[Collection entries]
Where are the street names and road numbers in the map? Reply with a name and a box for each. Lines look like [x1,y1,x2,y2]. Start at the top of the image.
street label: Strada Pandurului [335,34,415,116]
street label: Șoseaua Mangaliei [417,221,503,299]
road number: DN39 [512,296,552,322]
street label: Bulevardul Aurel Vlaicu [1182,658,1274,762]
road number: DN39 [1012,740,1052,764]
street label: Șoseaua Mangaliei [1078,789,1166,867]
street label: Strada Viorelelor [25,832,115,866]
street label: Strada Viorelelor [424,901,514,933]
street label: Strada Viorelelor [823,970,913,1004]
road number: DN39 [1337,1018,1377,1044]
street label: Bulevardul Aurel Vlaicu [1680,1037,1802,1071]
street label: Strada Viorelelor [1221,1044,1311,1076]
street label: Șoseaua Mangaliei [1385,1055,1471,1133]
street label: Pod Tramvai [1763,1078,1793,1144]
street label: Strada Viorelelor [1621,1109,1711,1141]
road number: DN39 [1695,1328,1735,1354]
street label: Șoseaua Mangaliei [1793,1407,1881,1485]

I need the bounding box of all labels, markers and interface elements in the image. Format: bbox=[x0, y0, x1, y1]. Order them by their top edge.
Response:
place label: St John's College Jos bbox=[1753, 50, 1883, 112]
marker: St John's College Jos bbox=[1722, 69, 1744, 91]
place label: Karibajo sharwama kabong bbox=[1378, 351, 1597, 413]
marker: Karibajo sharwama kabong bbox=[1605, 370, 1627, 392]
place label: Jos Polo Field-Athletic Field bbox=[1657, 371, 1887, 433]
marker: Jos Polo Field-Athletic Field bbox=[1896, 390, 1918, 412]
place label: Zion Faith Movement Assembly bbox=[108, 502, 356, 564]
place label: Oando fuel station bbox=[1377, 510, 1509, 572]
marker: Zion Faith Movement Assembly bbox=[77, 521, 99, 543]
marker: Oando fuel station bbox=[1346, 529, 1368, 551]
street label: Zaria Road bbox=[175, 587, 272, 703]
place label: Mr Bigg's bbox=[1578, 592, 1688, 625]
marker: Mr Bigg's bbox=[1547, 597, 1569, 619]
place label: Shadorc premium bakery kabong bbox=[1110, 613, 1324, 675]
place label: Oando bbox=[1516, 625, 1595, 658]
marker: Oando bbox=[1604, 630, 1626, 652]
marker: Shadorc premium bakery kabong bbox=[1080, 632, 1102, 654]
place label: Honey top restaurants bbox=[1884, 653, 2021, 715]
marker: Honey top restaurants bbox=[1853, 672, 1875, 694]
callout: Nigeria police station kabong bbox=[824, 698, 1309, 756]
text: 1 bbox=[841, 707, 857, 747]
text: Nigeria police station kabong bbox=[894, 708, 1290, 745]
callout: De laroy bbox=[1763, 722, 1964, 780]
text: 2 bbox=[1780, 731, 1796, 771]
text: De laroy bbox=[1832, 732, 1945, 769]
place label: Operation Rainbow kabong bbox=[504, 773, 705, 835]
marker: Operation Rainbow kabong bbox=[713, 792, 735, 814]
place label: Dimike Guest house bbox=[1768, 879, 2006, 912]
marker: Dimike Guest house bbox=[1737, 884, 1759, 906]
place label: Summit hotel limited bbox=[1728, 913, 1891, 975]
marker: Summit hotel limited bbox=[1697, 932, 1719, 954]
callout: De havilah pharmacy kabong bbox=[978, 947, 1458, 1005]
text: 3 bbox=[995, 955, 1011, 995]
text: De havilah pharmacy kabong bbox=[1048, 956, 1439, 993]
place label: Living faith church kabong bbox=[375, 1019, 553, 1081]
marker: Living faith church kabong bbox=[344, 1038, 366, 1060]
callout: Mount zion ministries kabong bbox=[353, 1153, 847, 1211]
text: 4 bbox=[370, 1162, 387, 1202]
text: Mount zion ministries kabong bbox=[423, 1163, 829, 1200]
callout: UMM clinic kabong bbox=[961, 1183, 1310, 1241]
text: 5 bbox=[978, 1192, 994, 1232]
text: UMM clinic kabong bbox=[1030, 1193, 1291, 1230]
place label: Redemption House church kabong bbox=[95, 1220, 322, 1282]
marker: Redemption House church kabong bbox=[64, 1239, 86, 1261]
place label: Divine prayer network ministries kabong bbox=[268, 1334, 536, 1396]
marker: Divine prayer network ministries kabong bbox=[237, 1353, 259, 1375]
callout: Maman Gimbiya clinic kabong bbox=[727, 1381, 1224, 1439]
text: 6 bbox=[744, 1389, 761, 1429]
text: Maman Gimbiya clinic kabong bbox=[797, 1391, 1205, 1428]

■ Aim of the exercise ■
Whatever the entries above contain, reproduce all of them exactly.

■ Output below ■
Where are the street names and road numbers in the map? Reply with a name and a box for each. Lines look like [x1,y1,x2,y2]. Start at the top of the image.
street label: Strada Pandurului [335,34,415,116]
street label: Șoseaua Mangaliei [417,221,503,299]
road number: DN39 [512,296,552,322]
street label: Bulevardul Aurel Vlaicu [1182,658,1274,762]
road number: DN39 [1012,740,1052,764]
street label: Șoseaua Mangaliei [1078,789,1166,867]
street label: Strada Viorelelor [25,832,115,866]
street label: Strada Viorelelor [424,901,514,933]
street label: Strada Viorelelor [823,970,913,1004]
road number: DN39 [1337,1018,1377,1044]
street label: Bulevardul Aurel Vlaicu [1680,1037,1802,1071]
street label: Strada Viorelelor [1221,1044,1311,1076]
street label: Șoseaua Mangaliei [1385,1055,1471,1133]
street label: Pod Tramvai [1763,1078,1793,1144]
street label: Strada Viorelelor [1621,1109,1711,1141]
road number: DN39 [1695,1328,1735,1354]
street label: Șoseaua Mangaliei [1793,1407,1881,1485]

I need the bounding box of all labels, markers and interface elements in the image. Format: bbox=[x0, y0, x1, y1]. Order them by their top edge.
Response:
place label: St John's College Jos bbox=[1753, 50, 1883, 112]
marker: St John's College Jos bbox=[1722, 69, 1744, 91]
place label: Karibajo sharwama kabong bbox=[1378, 351, 1597, 413]
marker: Karibajo sharwama kabong bbox=[1605, 370, 1627, 392]
place label: Jos Polo Field-Athletic Field bbox=[1657, 371, 1887, 433]
marker: Jos Polo Field-Athletic Field bbox=[1896, 390, 1918, 412]
place label: Zion Faith Movement Assembly bbox=[108, 502, 356, 564]
place label: Oando fuel station bbox=[1377, 510, 1509, 572]
marker: Zion Faith Movement Assembly bbox=[77, 521, 99, 543]
marker: Oando fuel station bbox=[1346, 529, 1368, 551]
street label: Zaria Road bbox=[175, 587, 272, 703]
place label: Mr Bigg's bbox=[1578, 592, 1688, 625]
marker: Mr Bigg's bbox=[1547, 597, 1569, 619]
place label: Shadorc premium bakery kabong bbox=[1110, 613, 1324, 675]
place label: Oando bbox=[1516, 625, 1595, 658]
marker: Oando bbox=[1604, 630, 1626, 652]
marker: Shadorc premium bakery kabong bbox=[1080, 632, 1102, 654]
place label: Honey top restaurants bbox=[1884, 653, 2021, 715]
marker: Honey top restaurants bbox=[1853, 672, 1875, 694]
callout: Nigeria police station kabong bbox=[824, 698, 1309, 756]
text: 1 bbox=[841, 707, 857, 747]
text: Nigeria police station kabong bbox=[894, 708, 1290, 745]
callout: De laroy bbox=[1763, 722, 1964, 780]
text: 2 bbox=[1780, 731, 1796, 771]
text: De laroy bbox=[1832, 732, 1945, 769]
place label: Operation Rainbow kabong bbox=[504, 773, 705, 835]
marker: Operation Rainbow kabong bbox=[713, 792, 735, 814]
place label: Dimike Guest house bbox=[1768, 879, 2006, 912]
marker: Dimike Guest house bbox=[1737, 884, 1759, 906]
place label: Summit hotel limited bbox=[1728, 913, 1891, 975]
marker: Summit hotel limited bbox=[1697, 932, 1719, 954]
callout: De havilah pharmacy kabong bbox=[978, 947, 1458, 1005]
text: 3 bbox=[995, 955, 1011, 995]
text: De havilah pharmacy kabong bbox=[1048, 956, 1439, 993]
place label: Living faith church kabong bbox=[375, 1019, 553, 1081]
marker: Living faith church kabong bbox=[344, 1038, 366, 1060]
callout: Mount zion ministries kabong bbox=[353, 1153, 847, 1211]
text: 4 bbox=[370, 1162, 387, 1202]
text: Mount zion ministries kabong bbox=[423, 1163, 829, 1200]
callout: UMM clinic kabong bbox=[961, 1183, 1310, 1241]
text: 5 bbox=[978, 1192, 994, 1232]
text: UMM clinic kabong bbox=[1030, 1193, 1291, 1230]
place label: Redemption House church kabong bbox=[95, 1220, 322, 1282]
marker: Redemption House church kabong bbox=[64, 1239, 86, 1261]
place label: Divine prayer network ministries kabong bbox=[268, 1334, 536, 1396]
marker: Divine prayer network ministries kabong bbox=[237, 1353, 259, 1375]
callout: Maman Gimbiya clinic kabong bbox=[727, 1381, 1224, 1439]
text: 6 bbox=[744, 1389, 761, 1429]
text: Maman Gimbiya clinic kabong bbox=[797, 1391, 1205, 1428]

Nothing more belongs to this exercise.